Flanked by the Sea of Okhotsk and the Pacific Ocean, the 780-mile peninsula, part of the Pacific Ring of Fire, is rich with thermal and mineral springs, boreal forests and glaciers that continue to carve its dramatic landscape. Kamchatka also has the world's highest concentration of salmon, Steller’s Sea eagles and brown bears. And it is one of the last places to see the majestic brown bears in their natural habitat.
In the town of Esso, indigenous people watch over large herds of reindeer. The surrounding seas are great for witnessing seabird colonies, orcas and humpback whales. Most of Kamchatka was closed off until the 1990s, and a special permit is now needed to explore its wonders.
Sub-Antarctic Islands, New Zealand
The Sub-Antarctic islands off the coast of New Zealand have earned their nickname “the Galápagos of the Southern Ocean” for good reason — like that more famous destination, they are teeming with diverse, endemic wildlife.
Interested in bird-watching? The primitive isles are home to yellow-eyed and erect-crested penguins, petrels, red-crowned parakeets and several species of albatross. Intrigued by marine life? More than 95 percent of the New Zealand sea lion (Hooker’s sea lion) population is found here, and the southern right whale breeds in the marine environment. Is foliage your passion? Spring sees an explosion of color with giant perennial “megaherbs” featuring large leaves and colorful flowers.
Tourism to this lost world is restricted, but a special license, often acquired by cruise operators, will get you to this slice of untouched paradise.
Historic Centre of Cordoba, Spain
Come face-to-face with Spain’s fascinating history in the city of Cordoba in Andalusia, which has four World Heritage sites.
The most prominent is the Great Mosque-Cathedral, which powerfully symbolizes the religious changes Cordoba experienced over the centuries. Built in the 7th century by the Moors, the ornate building was once the second biggest mosque in the world, after the Holy Mosque in Mecca. It was later converted into a Roman Catholic church in the 13th century.
Marvel at the gold prayer hall, the giant arches and 856 columns made of jasper, onyx, marble and granite. The octagonal dome above the prayer hall still remains, and features interlaced arches decorated with vibrant mosaics and Arabic inscriptions. The baroque-style high altar sits underneath a gothic ceiling, with Renaissance walls that blend seamlessly into the Islamic arches.
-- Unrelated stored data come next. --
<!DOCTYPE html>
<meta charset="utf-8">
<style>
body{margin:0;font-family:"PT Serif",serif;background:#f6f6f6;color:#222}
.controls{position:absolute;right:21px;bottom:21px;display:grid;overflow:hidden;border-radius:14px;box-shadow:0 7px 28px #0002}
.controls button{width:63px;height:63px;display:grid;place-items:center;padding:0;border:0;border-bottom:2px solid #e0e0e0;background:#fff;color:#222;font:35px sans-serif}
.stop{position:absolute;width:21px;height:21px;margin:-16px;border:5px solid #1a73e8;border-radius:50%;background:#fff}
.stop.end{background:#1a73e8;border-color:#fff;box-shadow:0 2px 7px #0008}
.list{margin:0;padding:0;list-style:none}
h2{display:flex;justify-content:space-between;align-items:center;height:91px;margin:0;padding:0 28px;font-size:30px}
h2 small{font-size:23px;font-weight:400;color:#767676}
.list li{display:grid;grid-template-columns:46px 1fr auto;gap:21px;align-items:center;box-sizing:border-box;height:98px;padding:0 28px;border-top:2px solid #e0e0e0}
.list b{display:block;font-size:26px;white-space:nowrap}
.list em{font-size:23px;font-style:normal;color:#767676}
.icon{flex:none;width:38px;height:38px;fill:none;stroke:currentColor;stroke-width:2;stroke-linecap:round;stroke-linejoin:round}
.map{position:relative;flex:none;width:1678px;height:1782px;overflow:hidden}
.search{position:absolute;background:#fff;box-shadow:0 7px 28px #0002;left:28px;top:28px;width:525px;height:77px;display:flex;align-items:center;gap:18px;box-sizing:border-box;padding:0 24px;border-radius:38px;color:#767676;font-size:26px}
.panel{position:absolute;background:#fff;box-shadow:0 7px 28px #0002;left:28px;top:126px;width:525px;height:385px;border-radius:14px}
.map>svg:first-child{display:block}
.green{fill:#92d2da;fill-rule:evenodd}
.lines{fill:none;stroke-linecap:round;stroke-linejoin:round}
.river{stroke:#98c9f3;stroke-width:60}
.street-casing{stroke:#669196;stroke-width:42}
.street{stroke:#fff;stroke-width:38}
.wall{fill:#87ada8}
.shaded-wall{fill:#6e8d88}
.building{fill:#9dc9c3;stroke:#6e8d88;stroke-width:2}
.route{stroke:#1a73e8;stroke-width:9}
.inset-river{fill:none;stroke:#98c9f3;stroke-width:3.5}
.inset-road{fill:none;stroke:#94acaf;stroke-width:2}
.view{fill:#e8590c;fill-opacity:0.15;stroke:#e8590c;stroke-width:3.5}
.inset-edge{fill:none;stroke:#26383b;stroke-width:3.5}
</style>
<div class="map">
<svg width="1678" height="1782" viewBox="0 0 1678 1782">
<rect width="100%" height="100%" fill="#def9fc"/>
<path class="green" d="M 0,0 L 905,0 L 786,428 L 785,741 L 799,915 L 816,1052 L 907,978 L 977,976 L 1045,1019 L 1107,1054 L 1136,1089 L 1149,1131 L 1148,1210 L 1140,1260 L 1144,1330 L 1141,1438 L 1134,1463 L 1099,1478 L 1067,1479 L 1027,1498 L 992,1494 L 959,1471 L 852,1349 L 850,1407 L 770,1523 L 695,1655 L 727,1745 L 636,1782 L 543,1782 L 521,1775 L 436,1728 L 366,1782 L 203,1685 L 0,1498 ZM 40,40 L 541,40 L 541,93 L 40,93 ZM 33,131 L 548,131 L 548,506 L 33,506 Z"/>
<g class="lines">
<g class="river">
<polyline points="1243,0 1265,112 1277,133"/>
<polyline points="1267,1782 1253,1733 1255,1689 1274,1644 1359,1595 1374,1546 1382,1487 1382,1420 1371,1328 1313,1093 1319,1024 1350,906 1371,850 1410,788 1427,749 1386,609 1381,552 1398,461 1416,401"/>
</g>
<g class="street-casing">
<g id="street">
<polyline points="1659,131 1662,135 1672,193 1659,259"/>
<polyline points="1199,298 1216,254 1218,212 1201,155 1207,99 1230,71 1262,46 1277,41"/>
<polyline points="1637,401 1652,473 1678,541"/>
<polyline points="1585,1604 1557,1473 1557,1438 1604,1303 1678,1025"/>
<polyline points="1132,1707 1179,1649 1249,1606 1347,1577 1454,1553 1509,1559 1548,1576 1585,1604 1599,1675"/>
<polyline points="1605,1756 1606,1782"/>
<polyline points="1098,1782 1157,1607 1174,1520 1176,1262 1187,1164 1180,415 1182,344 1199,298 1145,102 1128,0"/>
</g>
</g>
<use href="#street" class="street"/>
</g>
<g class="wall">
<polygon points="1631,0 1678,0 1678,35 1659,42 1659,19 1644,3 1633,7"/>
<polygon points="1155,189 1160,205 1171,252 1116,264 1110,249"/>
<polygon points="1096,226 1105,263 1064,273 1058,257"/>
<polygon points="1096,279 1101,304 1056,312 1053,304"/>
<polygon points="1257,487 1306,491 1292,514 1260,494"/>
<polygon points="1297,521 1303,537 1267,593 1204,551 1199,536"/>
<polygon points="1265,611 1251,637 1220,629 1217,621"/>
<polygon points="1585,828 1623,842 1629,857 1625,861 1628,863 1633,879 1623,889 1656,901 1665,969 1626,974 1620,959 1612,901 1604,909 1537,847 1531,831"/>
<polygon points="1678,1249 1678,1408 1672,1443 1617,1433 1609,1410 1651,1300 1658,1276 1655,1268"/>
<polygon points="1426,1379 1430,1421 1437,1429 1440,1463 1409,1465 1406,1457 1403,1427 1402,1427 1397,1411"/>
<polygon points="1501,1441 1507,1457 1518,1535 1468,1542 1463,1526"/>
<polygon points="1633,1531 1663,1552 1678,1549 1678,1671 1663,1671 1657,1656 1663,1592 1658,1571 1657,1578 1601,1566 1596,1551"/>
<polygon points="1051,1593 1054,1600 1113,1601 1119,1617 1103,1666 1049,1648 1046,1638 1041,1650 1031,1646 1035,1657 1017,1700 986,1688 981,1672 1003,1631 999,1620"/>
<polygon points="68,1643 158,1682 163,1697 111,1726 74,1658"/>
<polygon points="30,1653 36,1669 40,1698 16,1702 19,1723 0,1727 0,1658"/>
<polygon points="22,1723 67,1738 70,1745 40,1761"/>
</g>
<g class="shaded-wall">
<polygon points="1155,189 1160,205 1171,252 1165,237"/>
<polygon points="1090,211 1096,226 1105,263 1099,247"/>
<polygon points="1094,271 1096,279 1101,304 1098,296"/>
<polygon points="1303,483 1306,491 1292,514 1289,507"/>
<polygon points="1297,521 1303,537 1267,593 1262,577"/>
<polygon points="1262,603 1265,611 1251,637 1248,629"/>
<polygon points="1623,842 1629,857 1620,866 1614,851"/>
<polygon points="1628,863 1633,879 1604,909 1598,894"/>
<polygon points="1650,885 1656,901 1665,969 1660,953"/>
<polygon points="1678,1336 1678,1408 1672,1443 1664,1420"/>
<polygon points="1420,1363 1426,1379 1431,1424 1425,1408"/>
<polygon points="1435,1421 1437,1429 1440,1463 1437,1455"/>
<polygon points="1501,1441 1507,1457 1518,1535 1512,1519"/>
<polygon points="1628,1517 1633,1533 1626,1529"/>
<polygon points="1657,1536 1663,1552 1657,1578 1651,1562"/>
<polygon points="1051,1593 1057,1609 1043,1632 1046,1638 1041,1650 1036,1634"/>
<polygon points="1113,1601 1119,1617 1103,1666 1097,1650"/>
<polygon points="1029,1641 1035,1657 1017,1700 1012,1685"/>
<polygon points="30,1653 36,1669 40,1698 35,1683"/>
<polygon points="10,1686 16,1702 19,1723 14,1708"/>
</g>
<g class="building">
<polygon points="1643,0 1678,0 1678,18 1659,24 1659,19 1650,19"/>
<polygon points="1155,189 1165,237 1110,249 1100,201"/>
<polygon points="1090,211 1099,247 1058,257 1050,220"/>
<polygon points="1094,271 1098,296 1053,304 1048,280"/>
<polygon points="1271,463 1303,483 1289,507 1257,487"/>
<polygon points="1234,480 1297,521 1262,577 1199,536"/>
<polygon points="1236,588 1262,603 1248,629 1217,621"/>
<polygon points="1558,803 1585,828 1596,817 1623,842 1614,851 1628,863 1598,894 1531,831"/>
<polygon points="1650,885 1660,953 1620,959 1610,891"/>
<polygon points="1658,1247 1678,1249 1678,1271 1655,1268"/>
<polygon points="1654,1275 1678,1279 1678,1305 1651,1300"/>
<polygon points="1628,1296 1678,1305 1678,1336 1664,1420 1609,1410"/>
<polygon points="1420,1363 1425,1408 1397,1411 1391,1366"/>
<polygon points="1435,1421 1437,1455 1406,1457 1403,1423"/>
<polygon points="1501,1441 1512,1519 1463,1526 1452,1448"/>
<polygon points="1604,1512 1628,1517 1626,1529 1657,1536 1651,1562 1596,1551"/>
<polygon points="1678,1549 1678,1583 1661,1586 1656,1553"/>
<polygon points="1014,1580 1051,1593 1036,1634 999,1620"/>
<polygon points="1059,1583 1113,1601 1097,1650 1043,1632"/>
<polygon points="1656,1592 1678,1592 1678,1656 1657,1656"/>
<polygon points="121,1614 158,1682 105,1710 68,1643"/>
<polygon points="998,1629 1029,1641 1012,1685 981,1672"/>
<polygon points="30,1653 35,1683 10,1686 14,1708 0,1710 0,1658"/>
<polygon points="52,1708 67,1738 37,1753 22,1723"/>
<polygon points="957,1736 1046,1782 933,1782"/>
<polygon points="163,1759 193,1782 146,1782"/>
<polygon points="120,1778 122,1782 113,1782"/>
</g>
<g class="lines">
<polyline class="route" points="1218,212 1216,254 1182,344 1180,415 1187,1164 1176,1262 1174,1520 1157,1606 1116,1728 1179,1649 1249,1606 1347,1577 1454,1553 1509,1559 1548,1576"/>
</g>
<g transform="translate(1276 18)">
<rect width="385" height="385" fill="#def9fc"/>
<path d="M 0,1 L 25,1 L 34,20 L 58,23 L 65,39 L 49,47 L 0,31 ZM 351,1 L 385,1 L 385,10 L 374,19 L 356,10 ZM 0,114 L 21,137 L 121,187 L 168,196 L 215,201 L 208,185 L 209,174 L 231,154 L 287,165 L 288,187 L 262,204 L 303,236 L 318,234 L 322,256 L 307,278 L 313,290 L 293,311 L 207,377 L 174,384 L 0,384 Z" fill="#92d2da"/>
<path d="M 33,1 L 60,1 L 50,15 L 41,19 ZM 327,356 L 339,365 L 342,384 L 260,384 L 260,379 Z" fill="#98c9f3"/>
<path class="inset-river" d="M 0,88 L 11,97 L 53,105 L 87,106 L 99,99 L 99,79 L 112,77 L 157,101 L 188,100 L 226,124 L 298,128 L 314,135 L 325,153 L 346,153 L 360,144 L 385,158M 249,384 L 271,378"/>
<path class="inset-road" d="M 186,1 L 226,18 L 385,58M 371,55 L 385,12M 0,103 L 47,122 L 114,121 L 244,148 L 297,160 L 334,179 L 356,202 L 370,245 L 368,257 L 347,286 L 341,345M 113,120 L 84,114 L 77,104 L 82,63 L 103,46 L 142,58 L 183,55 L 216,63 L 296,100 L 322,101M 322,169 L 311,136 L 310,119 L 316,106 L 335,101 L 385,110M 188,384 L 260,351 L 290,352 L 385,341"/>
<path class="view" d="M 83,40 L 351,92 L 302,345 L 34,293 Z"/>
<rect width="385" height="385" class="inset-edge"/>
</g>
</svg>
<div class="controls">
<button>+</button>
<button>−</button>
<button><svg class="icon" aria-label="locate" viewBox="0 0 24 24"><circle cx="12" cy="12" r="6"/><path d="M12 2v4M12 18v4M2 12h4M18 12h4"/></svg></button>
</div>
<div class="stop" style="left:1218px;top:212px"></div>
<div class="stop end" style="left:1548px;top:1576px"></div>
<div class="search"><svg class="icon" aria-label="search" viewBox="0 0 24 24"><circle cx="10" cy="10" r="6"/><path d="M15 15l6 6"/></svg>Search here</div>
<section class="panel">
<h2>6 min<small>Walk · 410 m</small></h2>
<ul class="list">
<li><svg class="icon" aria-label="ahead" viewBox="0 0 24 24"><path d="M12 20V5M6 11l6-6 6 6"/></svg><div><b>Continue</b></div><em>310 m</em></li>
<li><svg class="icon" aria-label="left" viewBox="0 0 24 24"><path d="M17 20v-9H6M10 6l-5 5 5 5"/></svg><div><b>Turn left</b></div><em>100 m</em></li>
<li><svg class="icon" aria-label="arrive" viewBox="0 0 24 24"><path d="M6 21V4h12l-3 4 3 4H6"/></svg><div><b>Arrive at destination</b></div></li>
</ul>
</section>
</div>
Baa Atoll Biosphere Reserve, Maldives
Located in the central-western part of the Maldives, the Baa Atoll Biosphere Reserve consists of 75 coral islands, with surrounding aquamarine waters that support one of the largest groups of coral reefs in the Indian Ocean. It acts as a pathway for planktonic larvae, attracting hundreds of manta rays and whale sharks. Watching the feeding frenzies of the manta rays in particular, with their wing-like pectoral fins bumping into one another, is an experience to remember.
Baa Atoll, with help from the Maldivian government and UNESCO, strives toward sustainable tourism so as to not put undue pressure on the reef species.